*Activity:* Could you repeat the records below exactly, leaving the pictures out?
BEGIN
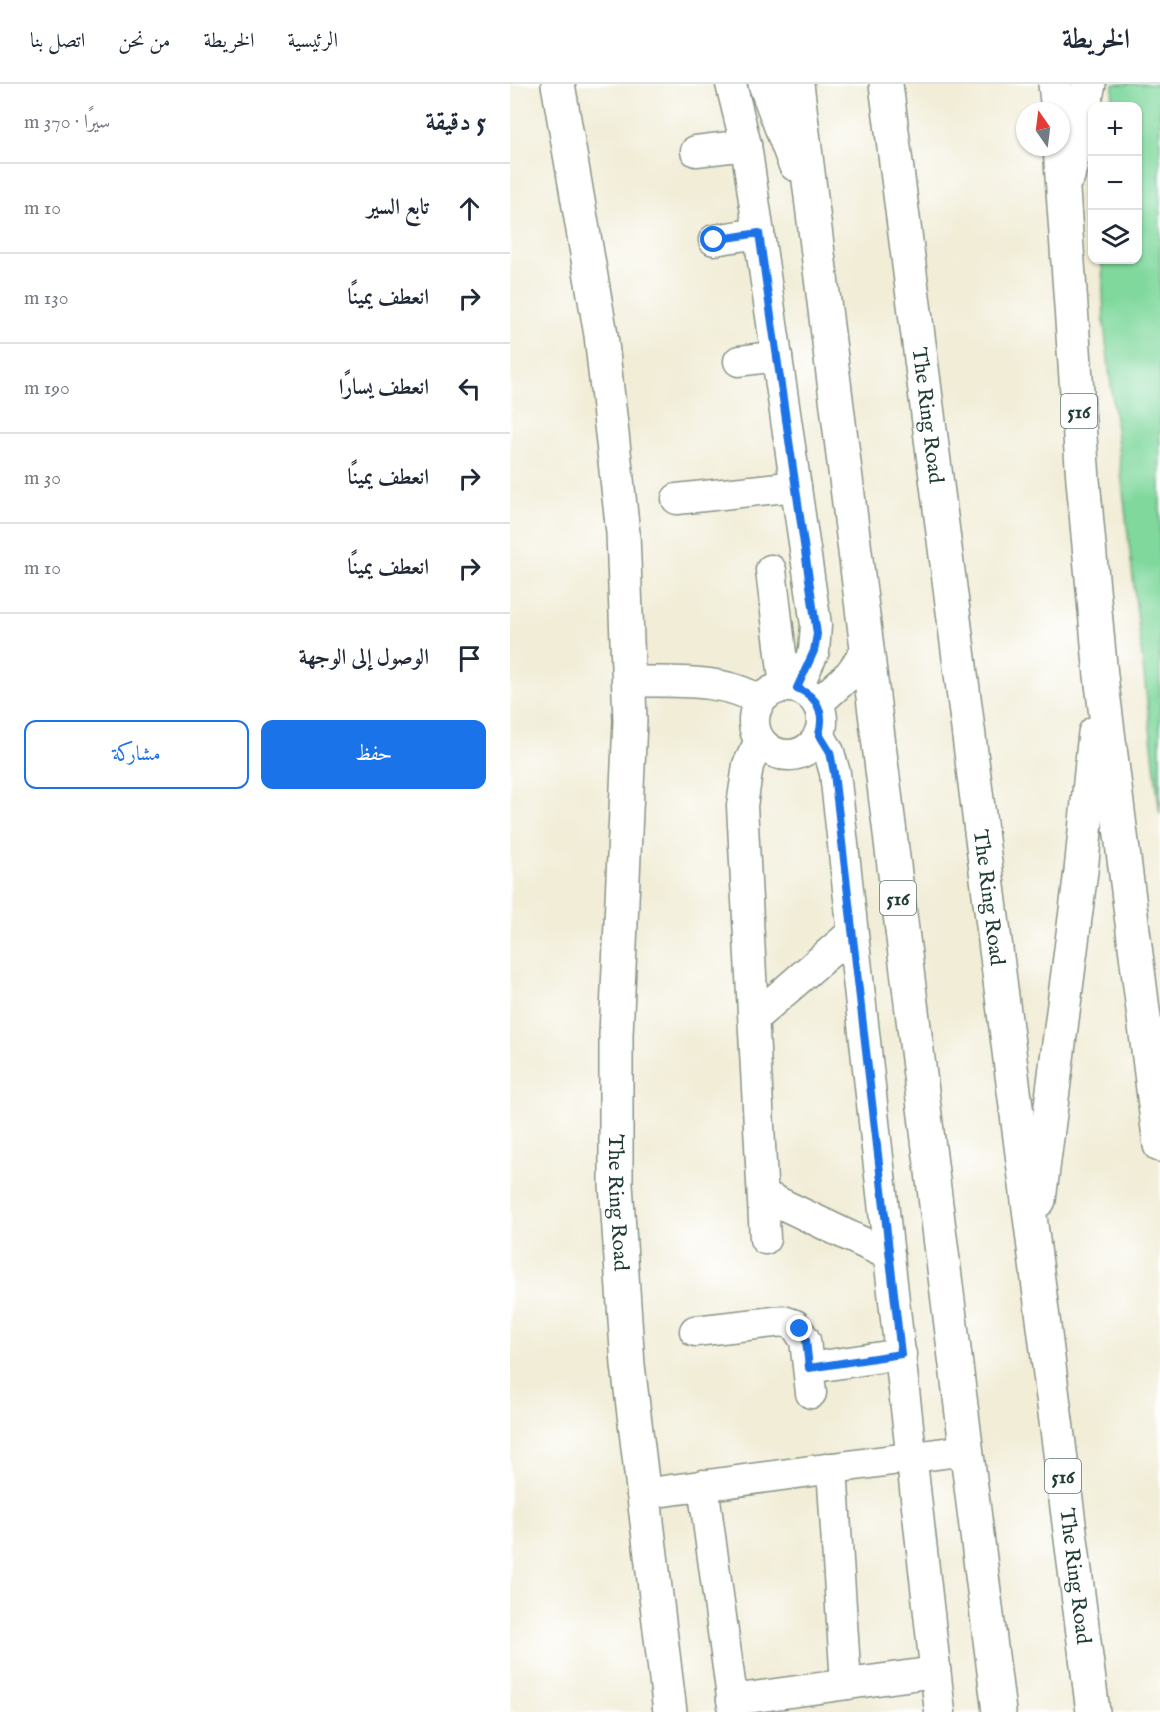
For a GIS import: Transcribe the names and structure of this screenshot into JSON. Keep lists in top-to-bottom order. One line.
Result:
{"streets":{"highway":["516","The Ring Road"]},"crossings":[["516","The Ring Road"]],"north":"top","page":{"header":"الخريطة","nav":["الرئيسية","الخريطة","من نحن","اتصل بنا"],"heading":["5 دقيقة","سيرًا · 370 m"],"map_buttons":["+","−"],"list":[["تابع السير","10 m"],["انعطف يمينًا","130 m"],["انعطف يسارًا","190 m"],["انعطف يمينًا","30 m"],["انعطف يمينًا","10 m"],"الوصول إلى الوجهة"],"buttons":["حفظ","مشاركة"]}}
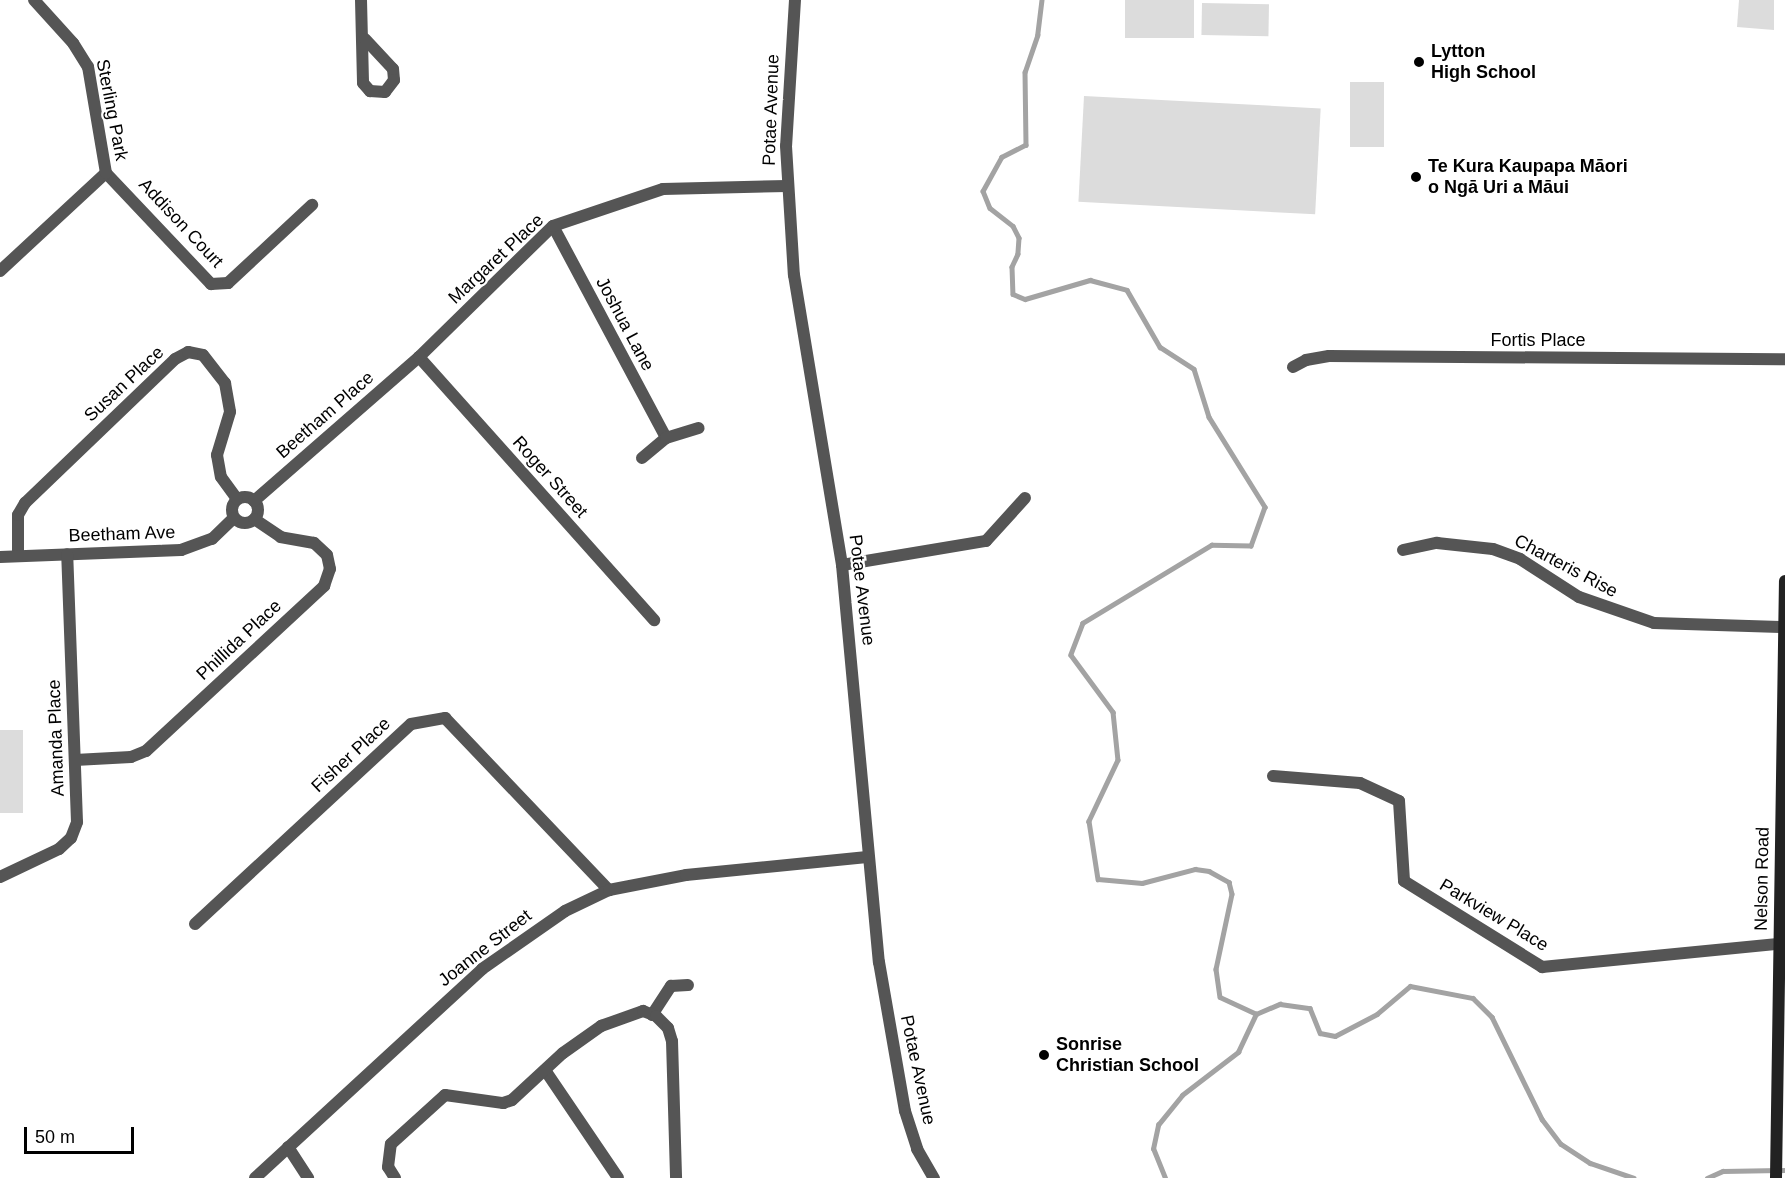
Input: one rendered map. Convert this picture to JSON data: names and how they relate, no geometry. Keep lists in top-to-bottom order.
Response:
END
*Answer space:*
For a GIS import: Transcribe the names and structure of this screenshot into JSON. Keep lists in top-to-bottom order. One line.
Result:
{"streets":{"highway":["516","The Ring Road"]},"crossings":[["516","The Ring Road"]],"north":"top","page":{"header":"الخريطة","nav":["الرئيسية","الخريطة","من نحن","اتصل بنا"],"heading":["5 دقيقة","سيرًا · 370 m"],"map_buttons":["+","−"],"list":[["تابع السير","10 m"],["انعطف يمينًا","130 m"],["انعطف يسارًا","190 m"],["انعطف يمينًا","30 m"],["انعطف يمينًا","10 m"],"الوصول إلى الوجهة"],"buttons":["حفظ","مشاركة"]}}
Input: one rendered map. Convert this picture to JSON data: names and how they relate, no geometry. Keep lists in top-to-bottom order.
Response:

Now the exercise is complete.